Activists associated with the Dakota Access Pipeline (DAPL) protests claim white people are turning demonstrations against the project into a hippie festival.
Demonstrators at the Standing Rock protests are accusing their white fellow protesters of “colonizing” makeshift campsites built to oppose the $3.8 billion DAPL. The American Indian group at the heart of the pipeline is apparently growing tired of the mostly white, guitar-playing, hippies flocking to the North Dakota campsites.
“Need to get something off my chest that I witnessed and found very disturbing in my brief time there that I believe many others have started to speak up about as well,” one of the protesters — Alicia Smith — wrote on Facebook about her time at one of the makeshift camps near the DAPL construction site.
For those of you who aren’t familiar with all of the “spiritual journey” white folks who have been showing up to camp: pic.twitter.com/K6e29i73ge
— Hvlpvtvlke Hokte (@sydnerain) November 23, 2016
“White people are colonizing the camps,” Smith said. “I mean that seriously. Plymouth rock seriously. They are coming in, taking food, clothing and occupying space without any desire to participate in camp maintenance and without respect of tribal protocols.”
She added: “These people are treating it like it is Burning Man or The Rainbow Gathering and I even witnessed several wandering in and out of camps comparing it to those festivals.”
Smith also said that there are white outsiders polluting fellow activists with terrible guitar playing and gobbling up the food rations donated to Standing Rock.
Environmentalists and members of the Standing Rock Sioux tribe have spent several months protesting the $3.7 billion so-called DAPL. Most believe the pipeline’s construction tramples on tribal lands and potentially poisons waterways like the Missouri River and Lake Oahe.
One of the demonstrators, Jon Petronzio, even called out protesters in an open letter on Nov. 3.
“We’ve had a HUGE influx of people suddenly — most white people and there are some things you should know,” Petronzio wrote on Facebook earlier this month.
He rattled off a laundry list of demands, such as keep drugs and alcohol out of the protests, avoid any sudden urges to break out in song, and remain “in prayer 100% of the time.”
The protest was sparked by plans to construct a 1,170-mile long pipeline which would run from North Dakota to Illinois.
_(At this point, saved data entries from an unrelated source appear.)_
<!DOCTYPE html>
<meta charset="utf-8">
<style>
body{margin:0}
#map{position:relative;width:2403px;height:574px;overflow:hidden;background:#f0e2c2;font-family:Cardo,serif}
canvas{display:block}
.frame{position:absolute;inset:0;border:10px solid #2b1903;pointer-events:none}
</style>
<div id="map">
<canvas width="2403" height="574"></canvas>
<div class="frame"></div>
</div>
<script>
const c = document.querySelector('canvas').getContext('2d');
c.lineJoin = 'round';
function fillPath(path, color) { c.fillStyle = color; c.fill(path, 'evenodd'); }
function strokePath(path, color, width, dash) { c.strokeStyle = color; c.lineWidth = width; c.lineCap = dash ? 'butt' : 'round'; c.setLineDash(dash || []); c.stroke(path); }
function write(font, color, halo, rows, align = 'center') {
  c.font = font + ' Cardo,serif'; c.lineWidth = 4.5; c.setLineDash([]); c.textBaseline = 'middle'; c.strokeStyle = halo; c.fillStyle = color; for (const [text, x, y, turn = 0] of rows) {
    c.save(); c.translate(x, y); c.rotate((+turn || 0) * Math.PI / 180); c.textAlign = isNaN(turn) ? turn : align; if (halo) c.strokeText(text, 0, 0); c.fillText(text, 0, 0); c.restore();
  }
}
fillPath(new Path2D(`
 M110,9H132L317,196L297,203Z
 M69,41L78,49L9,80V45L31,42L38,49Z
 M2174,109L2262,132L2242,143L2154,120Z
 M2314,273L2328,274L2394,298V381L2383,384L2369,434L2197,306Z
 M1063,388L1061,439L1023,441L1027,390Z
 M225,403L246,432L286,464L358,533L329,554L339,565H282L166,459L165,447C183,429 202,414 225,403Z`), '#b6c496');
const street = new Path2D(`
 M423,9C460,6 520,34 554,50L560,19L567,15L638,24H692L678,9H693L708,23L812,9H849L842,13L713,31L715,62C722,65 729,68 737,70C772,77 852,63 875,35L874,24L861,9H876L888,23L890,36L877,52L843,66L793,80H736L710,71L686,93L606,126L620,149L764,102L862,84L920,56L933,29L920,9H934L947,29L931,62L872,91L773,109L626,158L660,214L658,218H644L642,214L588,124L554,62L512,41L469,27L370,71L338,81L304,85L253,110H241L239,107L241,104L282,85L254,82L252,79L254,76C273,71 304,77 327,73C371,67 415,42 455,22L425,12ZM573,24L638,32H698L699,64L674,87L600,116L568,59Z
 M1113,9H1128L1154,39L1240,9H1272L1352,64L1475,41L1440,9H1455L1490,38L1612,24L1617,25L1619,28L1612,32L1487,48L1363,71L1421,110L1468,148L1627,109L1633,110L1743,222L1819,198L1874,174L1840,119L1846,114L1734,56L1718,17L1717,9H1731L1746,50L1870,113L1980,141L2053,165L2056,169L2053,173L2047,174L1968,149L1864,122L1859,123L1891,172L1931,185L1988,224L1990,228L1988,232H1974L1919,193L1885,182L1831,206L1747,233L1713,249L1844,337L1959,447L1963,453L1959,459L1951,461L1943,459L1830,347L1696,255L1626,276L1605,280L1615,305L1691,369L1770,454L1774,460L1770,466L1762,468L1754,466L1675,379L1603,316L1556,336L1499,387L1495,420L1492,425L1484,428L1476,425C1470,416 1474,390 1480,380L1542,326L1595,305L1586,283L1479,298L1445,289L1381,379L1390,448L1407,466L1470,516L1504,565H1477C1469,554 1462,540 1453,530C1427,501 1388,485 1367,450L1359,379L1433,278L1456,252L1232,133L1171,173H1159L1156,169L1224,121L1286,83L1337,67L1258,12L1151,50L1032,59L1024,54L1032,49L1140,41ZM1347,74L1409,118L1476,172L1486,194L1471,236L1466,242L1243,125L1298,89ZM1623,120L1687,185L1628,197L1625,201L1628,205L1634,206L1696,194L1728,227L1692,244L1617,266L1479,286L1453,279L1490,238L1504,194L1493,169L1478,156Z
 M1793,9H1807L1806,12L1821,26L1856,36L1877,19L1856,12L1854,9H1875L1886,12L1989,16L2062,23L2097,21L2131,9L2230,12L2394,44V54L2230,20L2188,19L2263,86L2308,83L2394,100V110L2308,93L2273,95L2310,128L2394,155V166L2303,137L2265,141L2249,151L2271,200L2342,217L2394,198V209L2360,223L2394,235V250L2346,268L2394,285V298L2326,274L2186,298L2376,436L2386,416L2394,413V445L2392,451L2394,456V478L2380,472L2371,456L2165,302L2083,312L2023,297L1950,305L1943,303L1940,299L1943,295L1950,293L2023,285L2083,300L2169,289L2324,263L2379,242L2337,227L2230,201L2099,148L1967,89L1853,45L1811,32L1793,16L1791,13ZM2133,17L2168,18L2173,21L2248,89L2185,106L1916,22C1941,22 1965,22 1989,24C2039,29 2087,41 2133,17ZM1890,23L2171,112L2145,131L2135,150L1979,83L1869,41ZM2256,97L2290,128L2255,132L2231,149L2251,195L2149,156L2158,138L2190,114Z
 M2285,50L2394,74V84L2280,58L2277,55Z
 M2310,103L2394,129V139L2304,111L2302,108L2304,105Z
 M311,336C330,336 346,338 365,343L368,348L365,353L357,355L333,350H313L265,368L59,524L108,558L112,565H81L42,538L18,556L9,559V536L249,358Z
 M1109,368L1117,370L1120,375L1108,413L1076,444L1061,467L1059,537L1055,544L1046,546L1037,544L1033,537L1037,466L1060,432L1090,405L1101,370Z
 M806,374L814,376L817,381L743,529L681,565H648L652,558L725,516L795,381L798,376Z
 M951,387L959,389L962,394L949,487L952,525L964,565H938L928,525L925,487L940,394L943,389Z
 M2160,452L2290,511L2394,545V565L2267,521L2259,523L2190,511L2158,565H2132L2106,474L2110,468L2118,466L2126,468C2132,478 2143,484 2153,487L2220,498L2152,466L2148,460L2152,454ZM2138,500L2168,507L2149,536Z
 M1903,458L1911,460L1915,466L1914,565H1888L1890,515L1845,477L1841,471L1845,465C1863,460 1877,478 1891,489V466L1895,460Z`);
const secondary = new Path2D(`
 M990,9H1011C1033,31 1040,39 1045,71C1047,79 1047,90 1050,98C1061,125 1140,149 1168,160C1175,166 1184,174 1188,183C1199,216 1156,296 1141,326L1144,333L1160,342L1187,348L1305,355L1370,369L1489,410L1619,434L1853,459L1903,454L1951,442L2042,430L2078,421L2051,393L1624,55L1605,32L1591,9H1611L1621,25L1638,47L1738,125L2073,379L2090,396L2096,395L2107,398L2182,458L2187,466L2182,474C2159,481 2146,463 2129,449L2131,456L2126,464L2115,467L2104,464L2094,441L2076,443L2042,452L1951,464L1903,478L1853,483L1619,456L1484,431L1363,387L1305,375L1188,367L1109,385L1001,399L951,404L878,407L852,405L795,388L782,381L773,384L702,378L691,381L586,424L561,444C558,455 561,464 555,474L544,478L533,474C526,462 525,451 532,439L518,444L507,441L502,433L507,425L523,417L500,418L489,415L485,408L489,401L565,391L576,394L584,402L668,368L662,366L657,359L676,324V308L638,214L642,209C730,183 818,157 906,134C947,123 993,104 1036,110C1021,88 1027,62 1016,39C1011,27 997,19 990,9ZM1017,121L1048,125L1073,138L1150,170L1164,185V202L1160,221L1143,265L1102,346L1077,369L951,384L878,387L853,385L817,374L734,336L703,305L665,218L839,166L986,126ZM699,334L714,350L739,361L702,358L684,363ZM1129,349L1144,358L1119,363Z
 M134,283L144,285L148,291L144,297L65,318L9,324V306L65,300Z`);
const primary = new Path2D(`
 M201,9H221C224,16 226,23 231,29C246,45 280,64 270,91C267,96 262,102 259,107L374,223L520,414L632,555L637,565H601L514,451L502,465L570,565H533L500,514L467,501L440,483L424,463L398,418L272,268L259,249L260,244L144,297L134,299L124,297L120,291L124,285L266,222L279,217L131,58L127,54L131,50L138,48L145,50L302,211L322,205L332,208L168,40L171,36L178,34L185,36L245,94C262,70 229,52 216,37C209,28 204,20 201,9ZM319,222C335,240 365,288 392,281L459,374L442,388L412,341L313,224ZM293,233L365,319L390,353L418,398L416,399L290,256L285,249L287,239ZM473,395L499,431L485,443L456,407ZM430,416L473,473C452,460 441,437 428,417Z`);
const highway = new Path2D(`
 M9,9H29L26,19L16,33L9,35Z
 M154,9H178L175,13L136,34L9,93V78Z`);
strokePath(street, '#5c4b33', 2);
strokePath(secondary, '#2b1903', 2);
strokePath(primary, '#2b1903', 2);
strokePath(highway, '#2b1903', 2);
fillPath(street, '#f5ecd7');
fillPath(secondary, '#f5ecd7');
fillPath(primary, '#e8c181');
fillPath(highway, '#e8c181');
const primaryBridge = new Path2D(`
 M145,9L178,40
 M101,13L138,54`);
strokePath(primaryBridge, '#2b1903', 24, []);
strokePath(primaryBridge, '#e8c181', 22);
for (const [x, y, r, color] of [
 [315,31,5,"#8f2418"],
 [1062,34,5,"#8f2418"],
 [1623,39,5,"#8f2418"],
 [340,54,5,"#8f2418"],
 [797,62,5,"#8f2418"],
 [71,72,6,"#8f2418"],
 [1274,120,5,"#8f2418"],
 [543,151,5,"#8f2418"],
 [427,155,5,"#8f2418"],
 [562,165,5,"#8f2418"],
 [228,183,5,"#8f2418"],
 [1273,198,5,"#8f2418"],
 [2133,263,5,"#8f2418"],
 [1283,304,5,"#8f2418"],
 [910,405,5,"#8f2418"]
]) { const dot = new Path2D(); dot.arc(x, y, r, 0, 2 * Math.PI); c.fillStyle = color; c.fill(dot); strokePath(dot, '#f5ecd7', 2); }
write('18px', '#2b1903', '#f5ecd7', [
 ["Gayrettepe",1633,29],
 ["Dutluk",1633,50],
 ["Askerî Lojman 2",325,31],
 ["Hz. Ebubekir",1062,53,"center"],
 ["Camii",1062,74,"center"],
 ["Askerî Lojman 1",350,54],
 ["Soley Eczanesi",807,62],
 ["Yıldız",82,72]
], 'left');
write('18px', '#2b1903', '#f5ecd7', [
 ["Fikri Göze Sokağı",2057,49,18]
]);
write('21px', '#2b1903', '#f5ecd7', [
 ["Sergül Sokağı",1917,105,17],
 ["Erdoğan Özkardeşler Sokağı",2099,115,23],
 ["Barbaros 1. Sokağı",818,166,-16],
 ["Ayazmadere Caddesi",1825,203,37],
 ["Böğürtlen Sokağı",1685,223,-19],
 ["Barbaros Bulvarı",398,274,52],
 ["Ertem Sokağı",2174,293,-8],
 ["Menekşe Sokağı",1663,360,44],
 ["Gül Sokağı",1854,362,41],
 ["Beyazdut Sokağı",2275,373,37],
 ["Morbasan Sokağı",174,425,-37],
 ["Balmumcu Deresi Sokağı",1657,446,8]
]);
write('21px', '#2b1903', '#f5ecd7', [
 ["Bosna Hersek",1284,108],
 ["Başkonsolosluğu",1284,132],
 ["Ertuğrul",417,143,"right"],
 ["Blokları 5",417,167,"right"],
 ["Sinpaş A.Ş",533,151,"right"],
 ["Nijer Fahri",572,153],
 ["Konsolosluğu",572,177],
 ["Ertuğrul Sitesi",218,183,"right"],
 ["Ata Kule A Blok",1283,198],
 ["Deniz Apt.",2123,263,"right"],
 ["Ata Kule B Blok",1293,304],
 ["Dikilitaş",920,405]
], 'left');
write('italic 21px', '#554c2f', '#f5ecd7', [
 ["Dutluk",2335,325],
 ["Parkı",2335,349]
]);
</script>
Energy Transfer Partners, the company behind the pipeline, says that it has taken measures to prevent leaks, and that there is no archaeological significance to the area.
The company’s CEO remains unfazed, telling reporters Nov. 17 that the hotly contested line is going forward regardless of protester concerns.
The Army Corps of Engineers, at President Barack Obama’s direction, moved to momentarily halt the project again despite having reviewed more than 1,200 pages of environmental and cultural analysis over the past three years, as well as consulting with 55 American Indian tribes nearly 400 times.